DataFrame and Missings.replace()

Why does this example (adapted from the DataFrames documentation) work:

julia> x = [1, 2, missing]
3-element Array{Union{Int64, Missings.Missing},1}:
 1       
 2       
  missing

julia> df = collect(Missings.replace(x, 1))
3-element Array{Int64,1}:
 1
 2
 1

and this not?:

input_file = "/home/js/Downloads/data-1512997404715.csv"
df = CSV.read(input_file, nullable=true)
x = collect(Missings.replace(df, "\\N"))
ERROR: MethodError: no method matching start(::DataFrames.DataFrame)
Closest candidates are:
  start(::SimpleVector) at essentials.jl:258
  start(::Base.MethodList) at reflection.jl:560
  start(::ExponentialBackOff) at error.jl:107

Stacktrace:
[1] copy!(::Array{Any,1}, ::Missings.EachReplaceMissing{DataFrames.DataFrame,String}) at ./abstractarray.jl:573
[2] _collect(::UnitRange{Int64}, ::Missings.EachReplaceMissing{DataFrames.DataFrame,String}, ::Base.HasEltype, ::Base.HasLength) at ./array.jl:437
[3] collect(::Missings.EachReplaceMissing{DataFrames.DataFrame,String}) at ./array.jl:431

I am building a script that create a sql dumpfile from a csv and want to replace all the missing values with "\N"

Regards
Johann

The top-most level of the dataframe object / struct isn’t the iterable part

df1 = DataFrame(a=collect(1:10), b= collect(10:-1:1));
d2 = collect(Missings.replace(df.columns, 0));
df2 = DataFrame(a = d2[1], b= d2[2])
> Row | x1 | x2
> ...

Thanks. You inspired me to look at the source and this seems to work now where df is the original dataframe:

df2 = DataFrame(collect(Missings.replace(df.columns, "\\N")), names(df))

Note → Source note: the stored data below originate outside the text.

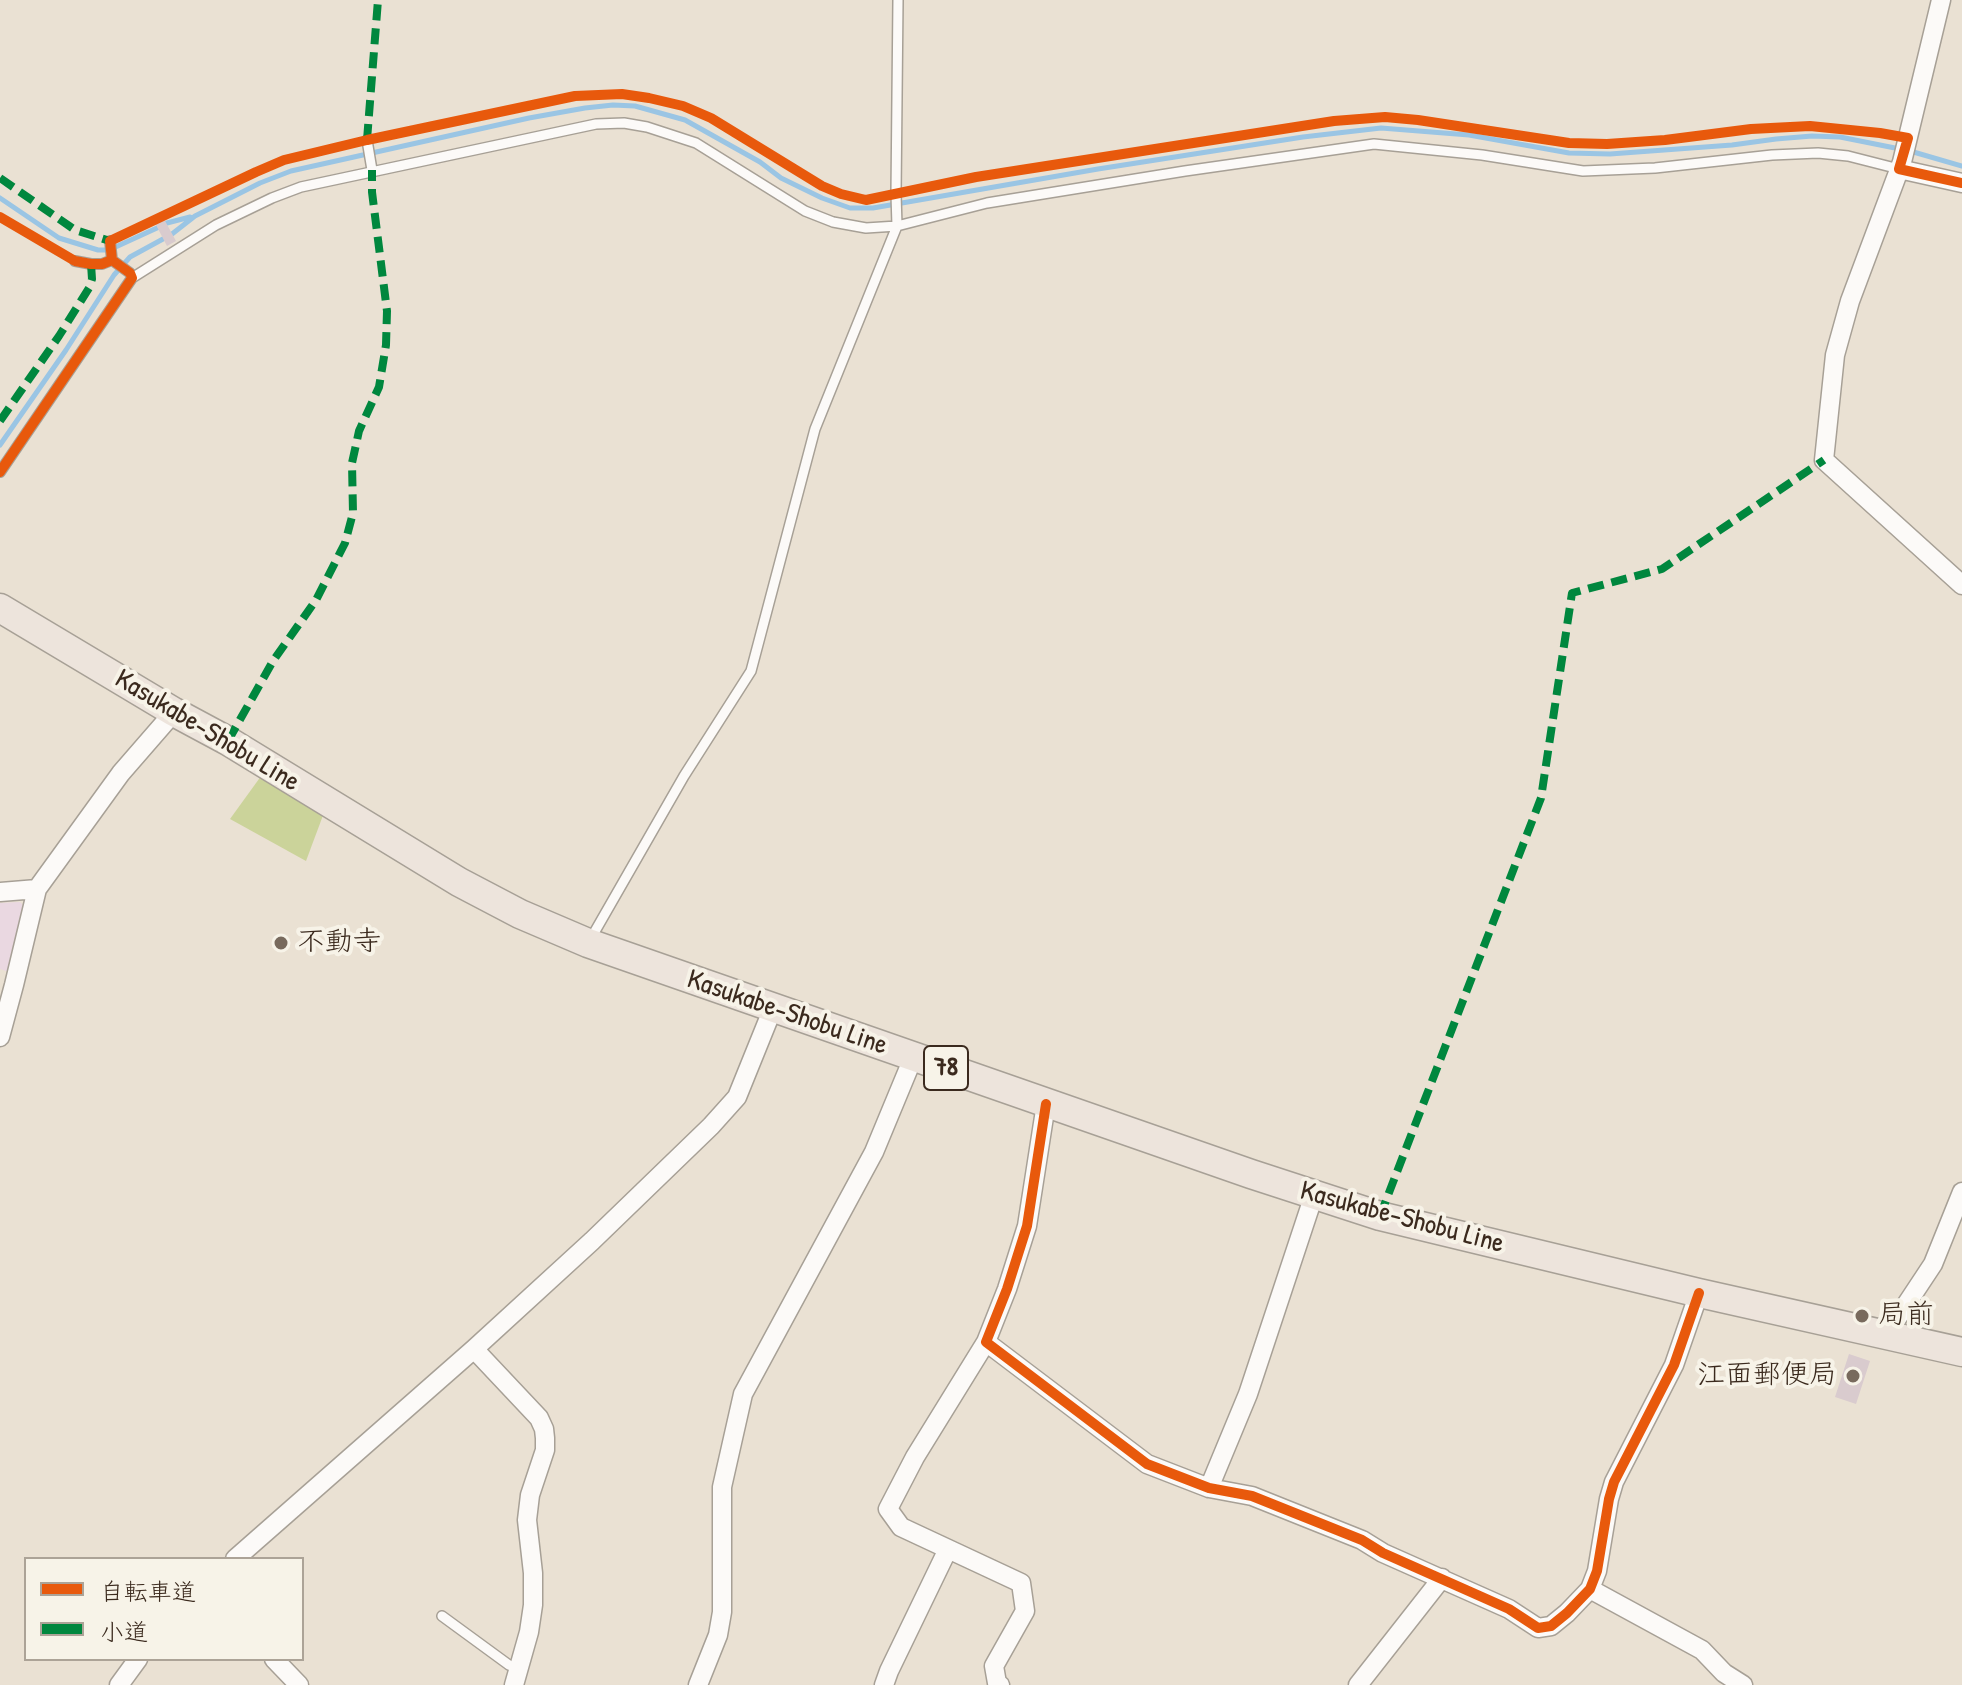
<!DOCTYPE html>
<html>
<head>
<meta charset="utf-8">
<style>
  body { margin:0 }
  #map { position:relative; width:1962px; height:1685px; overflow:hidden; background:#eae1d3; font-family:"Patrick Hand","Klee One",sans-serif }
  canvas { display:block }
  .legend { position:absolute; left:24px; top:1557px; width:280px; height:104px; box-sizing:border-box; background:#f7f3e8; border:2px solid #aca397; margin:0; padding:10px 14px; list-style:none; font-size:24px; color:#3b2a1e }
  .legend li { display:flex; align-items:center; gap:16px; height:40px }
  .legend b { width:40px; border:2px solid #aca397 }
</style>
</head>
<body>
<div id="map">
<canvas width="1962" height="1685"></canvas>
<ul class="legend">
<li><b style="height:10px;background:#e8590c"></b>自転車道</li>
<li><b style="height:10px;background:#00873e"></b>小道</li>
</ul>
</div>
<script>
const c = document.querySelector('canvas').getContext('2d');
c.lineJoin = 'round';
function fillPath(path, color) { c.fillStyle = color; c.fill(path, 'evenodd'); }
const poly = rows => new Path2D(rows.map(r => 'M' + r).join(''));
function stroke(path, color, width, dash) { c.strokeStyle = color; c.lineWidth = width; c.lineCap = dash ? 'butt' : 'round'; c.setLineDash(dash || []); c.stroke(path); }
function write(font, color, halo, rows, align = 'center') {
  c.font = font + ' "Patrick Hand","Klee One",sans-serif'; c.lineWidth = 8; c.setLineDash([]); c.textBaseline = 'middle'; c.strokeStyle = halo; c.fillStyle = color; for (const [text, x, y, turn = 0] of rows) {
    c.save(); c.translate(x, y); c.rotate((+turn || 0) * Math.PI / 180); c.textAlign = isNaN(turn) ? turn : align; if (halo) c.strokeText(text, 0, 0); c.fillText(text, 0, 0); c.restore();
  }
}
fillPath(poly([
  [20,902,25,907,9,972,0,969,0,903]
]), '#ead8e1');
fillPath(poly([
  [264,772,325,810,306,861,230,819]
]), '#cbd39a');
stroke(poly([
  [1910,151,1962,166],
  [0,198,59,238,98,250,109,250,157,228],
  [167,223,190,217],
  [172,234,195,216,260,183,291,171,529,118,585,108,613,105,635,106,685,120,760,162,781,178,822,198,850,208,873,208,1098,169,1303,137,1381,128,1469,135,1569,153,1610,154,1732,145,1776,139,1812,136,1840,137,1900,149],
  [0,445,66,350,114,275,130,257,163,239]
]), '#9ac5e4', 5);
fillPath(poly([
  [164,219,176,241,167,246,155,223],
  [1849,1354,1870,1361,1856,1404,1835,1397]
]), '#d9cbce');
const service = poly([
  [367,140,372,170],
  [112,260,130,273,132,278],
  [75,261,91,264,102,264,112,260,110,241],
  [0,472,132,278,216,225,272,198,301,187,596,124,624,123,647,127,696,143,805,211,833,222,866,228,897,226,987,203,1185,171,1374,144,1482,155,1583,171,1655,168,1772,155,1818,153,1848,156,1899,169],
  [590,940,684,776,751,671,815,429,897,226,896,194,898,0],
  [442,1616,509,1665,519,1669]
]);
const minor = poly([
  [1941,0,1902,162,1850,301,1835,355,1824,460,1962,585],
  [1899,169,1962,183],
  [0,892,37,889],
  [0,1037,14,985,37,889,121,773,174,712],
  [1046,1104,1027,1226,1007,1289,986,1342,1147,1464,1209,1488,1252,1496,1362,1540,1383,1553,1509,1609,1538,1628,1551,1626,1567,1613,1590,1589,1597,1571,1609,1499,1614,1482,1674,1365,1699,1293],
  [1886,1335,1933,1264,1962,1192],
  [986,1342,915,1457,888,1509,901,1527,1021,1583,1025,1611,994,1666,997,1683,1000,1685],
  [474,1349,539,1418,544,1429,545,1438,545,1450,530,1495,527,1520,533,1573,533,1605,529,1632,514,1685],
  [1209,1488,1248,1394,1314,1195],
  [235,1559,474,1349,592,1241,711,1126,737,1097,773,1008],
  [1590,1589,1702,1650,1724,1673,1743,1685],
  [274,1659,299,1685],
  [119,1685,138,1659],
  [698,1685,718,1635,722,1612,722,1487,743,1394,874,1152,913,1058],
  [884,1685,889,1671,948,1549],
  [1358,1685,1442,1578]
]);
const primary = poly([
  [0,608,174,712,228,741,459,882,520,914,588,943,1251,1174,1380,1216,1699,1293,1962,1352]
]);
stroke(service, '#a7a096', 12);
stroke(minor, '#a7a096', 21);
stroke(primary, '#a7a096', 31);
stroke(service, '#fcfaf8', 9);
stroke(minor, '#fcfaf8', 18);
stroke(primary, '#ede4dc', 28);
stroke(poly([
  [367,140,378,0],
  [0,178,75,230,110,241],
  [0,421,59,336,89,288,92,279,91,264],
  [228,741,273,661,316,600,345,543,353,513,352,463,359,431,379,387,386,345,387,311,372,192,372,170],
  [1380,1216,1541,798,1572,593,1662,569,1824,460]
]), '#00873e', 8, [16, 8]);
stroke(poly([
  [0,217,75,261,91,264,102,264,112,260,110,241,256,172,284,160,367,140,575,96,622,94,649,98,683,106,711,118,822,186,841,194,866,200,976,177,1334,121,1385,117,1418,120,1569,143,1607,144,1665,140,1751,129,1810,126,1880,133,1908,138,1899,169,1962,183],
  [0,472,132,278,130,273,112,260],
  [1046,1104,1027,1226,1007,1289,986,1342,1147,1464,1209,1488,1252,1496,1362,1540,1383,1553,1509,1609,1538,1628,1551,1626,1567,1613,1590,1589,1597,1571,1609,1499,1614,1482,1674,1365,1699,1293]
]), '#e8590c', 10);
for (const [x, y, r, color] of [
  [281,943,8,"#786a5d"],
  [1862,1316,8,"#786a5d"],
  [1853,1376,8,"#786a5d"]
]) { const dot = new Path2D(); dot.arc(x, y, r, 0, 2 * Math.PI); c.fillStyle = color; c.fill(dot); stroke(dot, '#f7f3e8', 3); }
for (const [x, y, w] of [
  [946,1068,44]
]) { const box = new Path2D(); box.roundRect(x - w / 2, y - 22, w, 44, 6); c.fillStyle = '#f7f3e8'; c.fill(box); stroke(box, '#3b2a1e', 2); }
write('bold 26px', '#3b2a1e', null, [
  ["78",946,1068]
]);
write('28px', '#3b2a1e', '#f7f3e8', [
  ["Kasukabe-Shobu Line",207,731,31],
  ["Kasukabe-Shobu Line",787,1013,19],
  ["Kasukabe-Shobu Line",1402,1218,15]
]);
write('28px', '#3b2a1e', '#f7f3e8', [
  ["不動寺",297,943],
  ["局前",1878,1316],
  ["江面郵便局",1837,1376,"right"]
], 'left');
</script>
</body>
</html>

It doesn’t seem to be working properly though

df1 = DataFrame(a=[missing; collect(1:10)], b=[collect(10:-1:1); missing]);
d2 = collect(Missings.replace(df.columns, 0)); ## missing columns
d2 = collect(Missings.replace(df.columns[1], 0)); ## one column
d4= [collect(Missings.replace(a, 0)) for a in df.columns];

Correct. My “solution” did not produce an error message but it did not do the job.

with

[collect(Missings.replace(a, 0)) for a in df.columns]

I now get

MethodError: Cannot `convert` an object of type String to an object of type Int64
This may have arisen from a call to the constructor Int64(...),
since type constructors fall back to convert methods.

Stacktrace:
 [1] replace(::Array{Union{Int64, Missings.Missing},1}, ::String) at /home/js/.julia/v0.6/Missings/src/Missings.jl:276
 [2] collect_to!(::Array{CategoricalArrays.CategoricalArray{String,1,UInt32,String,CategoricalArrays.CategoricalString{UInt32},Union{}},1}, ::Base.Generator{Array{Any,1},##21#22}, ::Int64, ::Int64) at ./array.jl:508
 [3] collect(::Base.Generator{Array{Any,1},##21#22}) at ./array.jl:476
 [4] include_string(::String, ::String) at ./loading.jl:522

Maybe I should first convert all the values in the dataframe to strings before trying this.
In the end it would be written as strings to an pg_dump file anyhow.
Not that I know how to do it at this stage. But I will find out.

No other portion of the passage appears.